MySQL Database I18N, a JSON approach?

MySQL Database I18N, a JSON approach? - php

UPDATE: I've come across this question I did after some years: now I know this is a very bad approach. Please don't use this. You can always use additional tables for i18n (for example products and products_lang), with separate entries for every locale: better for indexes, better for search, etc.
I'm trying to implement i18n in a MySQL/PHP site.
I've read answers stating that "i18n is not part of database normally", which I think is a somewhat narrow-minded approach.
What about product namesd, or, like in my instance, a menu structure and contents stored in the db?
I would like to know what do you think of my approach, taking into account that the languages should be extensible, so I'm trying to avoid the "one column for each language solution".
One solution would be to use a reference (id) for the string to translate and for every translatable column have a table with primary key, string id, language id and translation.
Another solution I thought was to use JSON. So a menu entry in my db would look like:
idmenu label
------ -------------------------------------------
5 {"en":"Homepage", "it":"pagina principale"}
What do you think of this approach?

"One solution would be to use a reference (id) for the string to translate and for every translatable column have a table with primary key, string id, language id and translation."
I implemented it once, what i did was I took the existing database schema, looked for all tables with translatable text columns, and for each such table I created a separate table containing only those text columns, and an additional language id and id to tie it to the "data" row in the original table. So if I had:
create table product (
id int not null primary key
, sku varchar(12) not null
, price decimal(8,2) not null
, name varchar(64) not null
, description text
)
I would create:
create table product_text (
product_id int not null
, language_id int not null
, name varchar(64) not null
, description text
, primary key (product_id, language_id)
, foreign key (product_id) references product(id)
, foreign key (language_id) references language(id)
)
And I would query like so:
SELECT product.id
, COALESCE(product_text.name, product.name) name
, COALESCE(product_text.description, product.description) description
FROM product
LEFT JOIN product_text
ON product.id = product_text.product_id
AND 10 = product_text.language_id
(10 would happen to be the language id which you're interested in right now.)
As you can see the original table retains the text columns - these serve as default in case no translation is available for the current language.
So no need to create a separate table for each text column, just one table for all text columns (per original table)
Like others pointed out, the JSON idea has the problem that it will be pretty impossible to query it, which in turn means being unable to extract only the translation you need at a particular time.
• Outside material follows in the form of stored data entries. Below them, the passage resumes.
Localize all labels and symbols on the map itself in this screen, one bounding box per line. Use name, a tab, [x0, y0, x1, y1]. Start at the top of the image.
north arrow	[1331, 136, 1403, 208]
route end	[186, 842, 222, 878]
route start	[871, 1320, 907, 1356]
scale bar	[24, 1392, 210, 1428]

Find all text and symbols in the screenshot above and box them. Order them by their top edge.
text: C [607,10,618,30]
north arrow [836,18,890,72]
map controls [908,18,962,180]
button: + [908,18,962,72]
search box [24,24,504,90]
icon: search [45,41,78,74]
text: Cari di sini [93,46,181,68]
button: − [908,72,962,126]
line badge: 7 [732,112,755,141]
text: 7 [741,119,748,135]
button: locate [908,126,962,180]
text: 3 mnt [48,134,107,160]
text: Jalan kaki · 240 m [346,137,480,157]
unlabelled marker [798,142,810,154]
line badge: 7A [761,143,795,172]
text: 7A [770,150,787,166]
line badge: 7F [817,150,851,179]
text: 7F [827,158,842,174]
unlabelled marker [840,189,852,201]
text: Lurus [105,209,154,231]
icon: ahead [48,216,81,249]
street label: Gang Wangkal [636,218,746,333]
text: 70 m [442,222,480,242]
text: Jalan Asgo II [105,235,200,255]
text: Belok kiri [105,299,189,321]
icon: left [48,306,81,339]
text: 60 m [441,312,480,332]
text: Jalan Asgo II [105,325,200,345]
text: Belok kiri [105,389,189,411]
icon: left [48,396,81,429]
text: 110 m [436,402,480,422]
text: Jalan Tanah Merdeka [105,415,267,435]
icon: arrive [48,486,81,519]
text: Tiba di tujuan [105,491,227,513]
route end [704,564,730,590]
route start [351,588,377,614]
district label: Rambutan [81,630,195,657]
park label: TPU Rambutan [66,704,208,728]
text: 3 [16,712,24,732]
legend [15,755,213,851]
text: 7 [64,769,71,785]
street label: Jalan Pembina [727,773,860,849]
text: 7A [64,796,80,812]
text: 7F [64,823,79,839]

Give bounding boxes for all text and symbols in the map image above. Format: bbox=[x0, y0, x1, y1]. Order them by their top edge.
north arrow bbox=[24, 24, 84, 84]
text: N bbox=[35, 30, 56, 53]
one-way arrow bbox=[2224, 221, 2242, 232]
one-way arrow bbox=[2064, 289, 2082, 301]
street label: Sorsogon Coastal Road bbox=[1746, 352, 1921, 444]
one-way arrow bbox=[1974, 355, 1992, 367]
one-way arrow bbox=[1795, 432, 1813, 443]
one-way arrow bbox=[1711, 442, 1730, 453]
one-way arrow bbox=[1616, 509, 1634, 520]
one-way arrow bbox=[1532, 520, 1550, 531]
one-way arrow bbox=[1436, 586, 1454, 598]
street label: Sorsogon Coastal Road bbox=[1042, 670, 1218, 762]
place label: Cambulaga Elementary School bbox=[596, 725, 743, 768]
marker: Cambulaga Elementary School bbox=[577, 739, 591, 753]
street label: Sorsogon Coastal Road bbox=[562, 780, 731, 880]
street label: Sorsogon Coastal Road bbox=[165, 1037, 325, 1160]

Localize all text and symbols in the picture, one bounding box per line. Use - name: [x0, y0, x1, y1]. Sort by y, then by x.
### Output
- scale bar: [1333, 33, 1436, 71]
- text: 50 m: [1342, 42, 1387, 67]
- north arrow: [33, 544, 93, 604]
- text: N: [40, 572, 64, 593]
This is not an extension. You loose all advantages of using a relational database. By way like yours you may use serialize() for much better performance of decoding and store data even in files. There is no especial meen to use SQL with such structures.
I think no problem to use columns for all languages. That's even easier in programming of CMS. A relational database is not only for storing data. It is for rational working with data (e.g. using powerful built-in mechanisms) and controlling the structure and integrity of data.

first thought: this would obviously brake exact searching in sql WHERE label='Homepage'
second: user while search would be able to see not needed results (when e.g. his query was find in other languge string)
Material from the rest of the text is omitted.